→ **Activity**
Give the data below again exactly as written, but without the pictures.

→ **Extracted records**
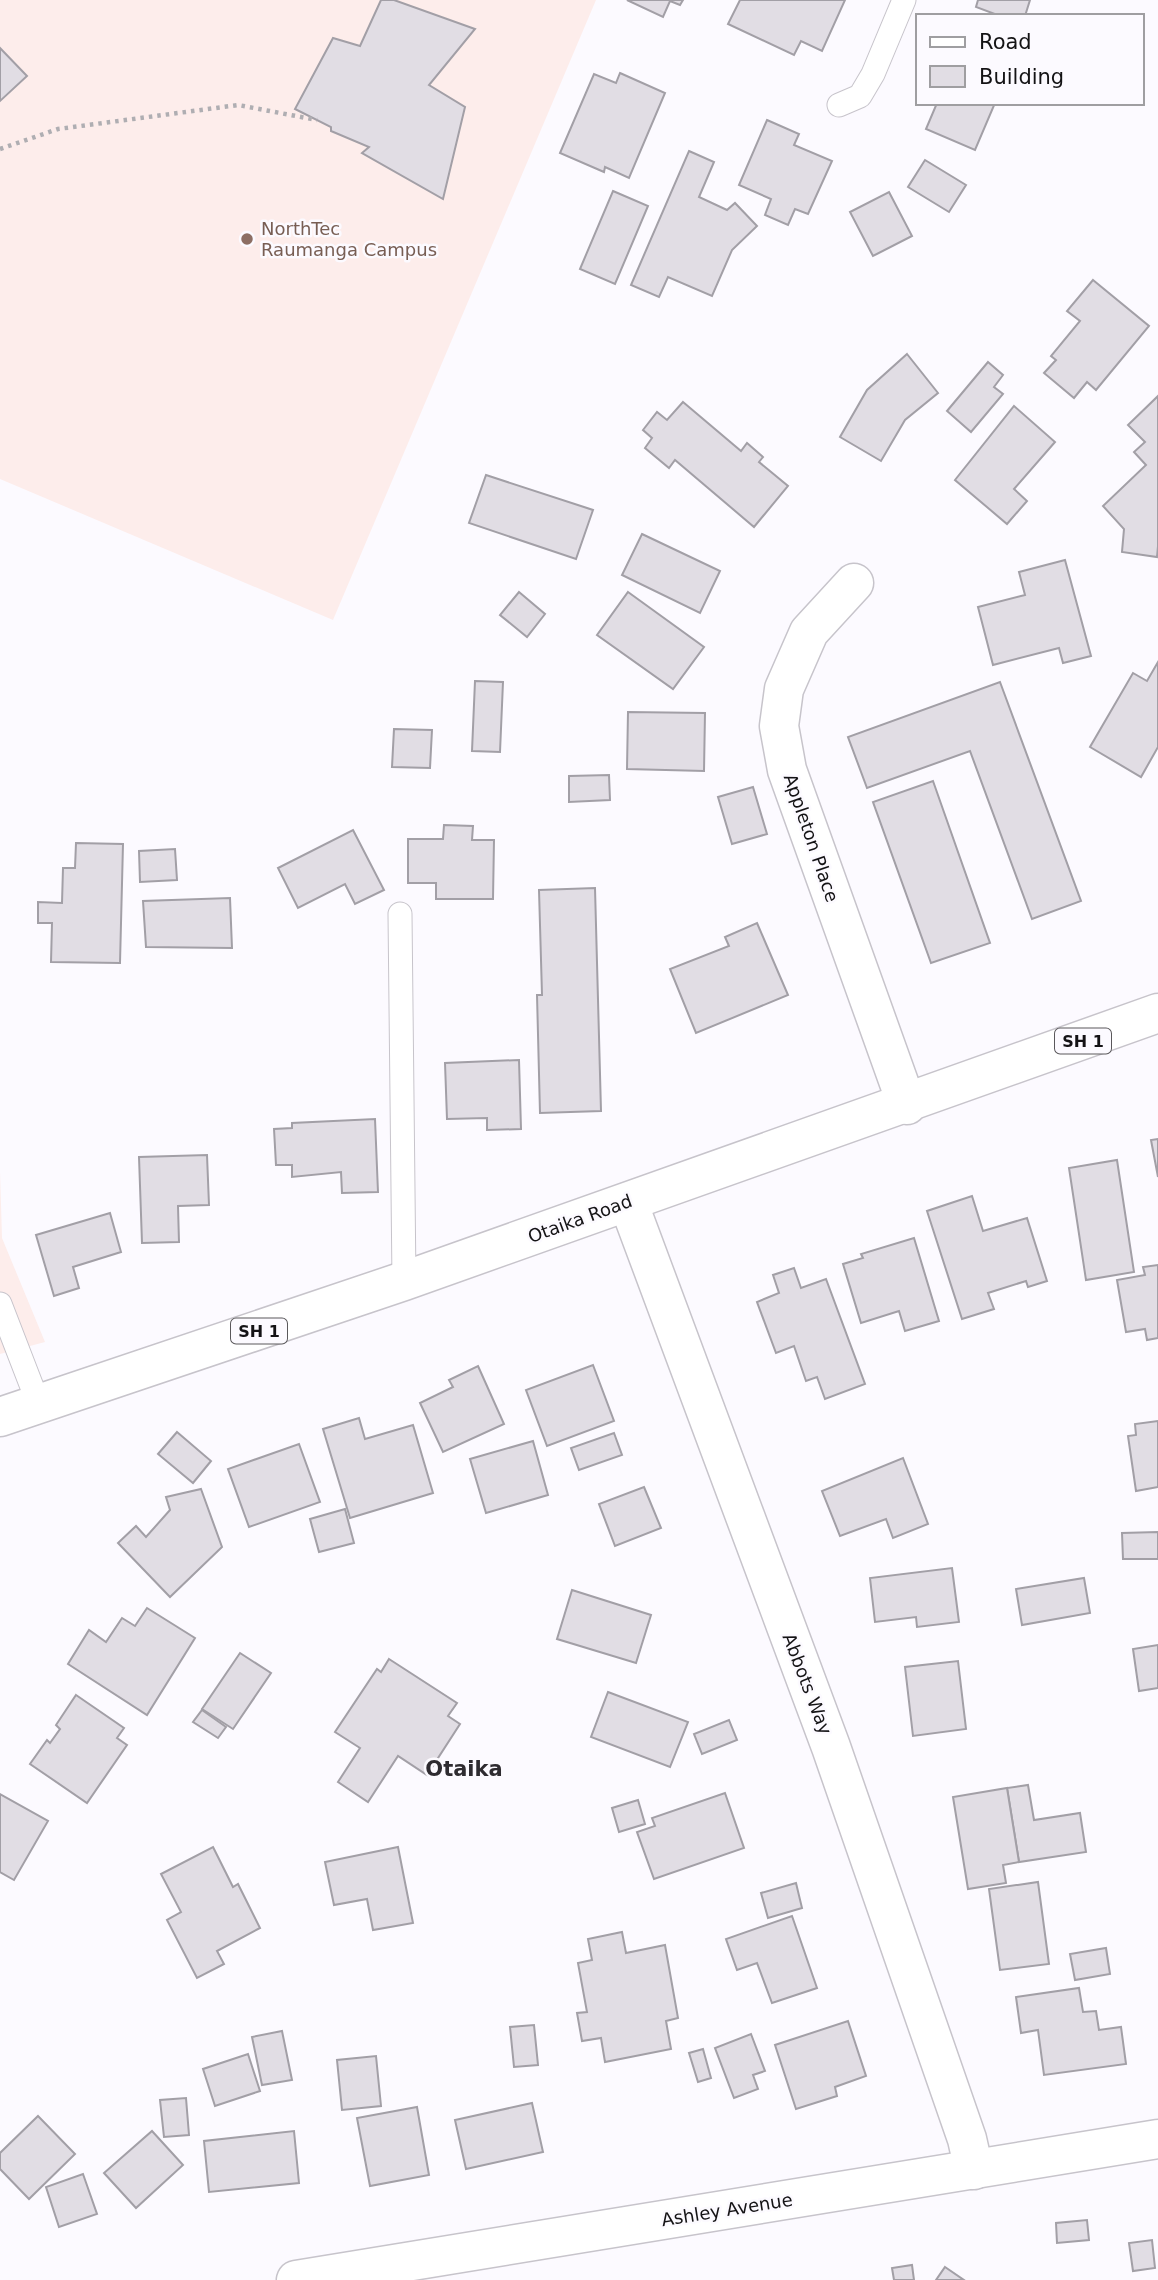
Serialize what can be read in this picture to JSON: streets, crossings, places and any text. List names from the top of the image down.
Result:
{
  "streets": {
    "main road": [
      "Appleton Place",
      "SH 1",
      "Otaika Road",
      "Abbots Way",
      "Ashley Avenue"
    ]
  },
  "crossings": [
    ["Appleton Place", "Otaika Road"],
    ["Otaika Road", "Abbots Way"],
    ["Abbots Way", "Ashley Avenue"]
  ],
  "districts": ["Otaika"],
  "places": ["NorthTec Raumanga Campus"],
  "legend": ["Road", "Building"]
}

→ **Solution to this task**
Serialize what can be read in this picture to JSON: streets, crossings, places and any text. List names from the top of the image down.
Result:
{
  "streets": {
    "main road": [
      "Appleton Place",
      "SH 1",
      "Otaika Road",
      "Abbots Way",
      "Ashley Avenue"
    ]
  },
  "crossings": [
    ["Appleton Place", "Otaika Road"],
    ["Otaika Road", "Abbots Way"],
    ["Abbots Way", "Ashley Avenue"]
  ],
  "districts": ["Otaika"],
  "places": ["NorthTec Raumanga Campus"],
  "legend": ["Road", "Building"]
}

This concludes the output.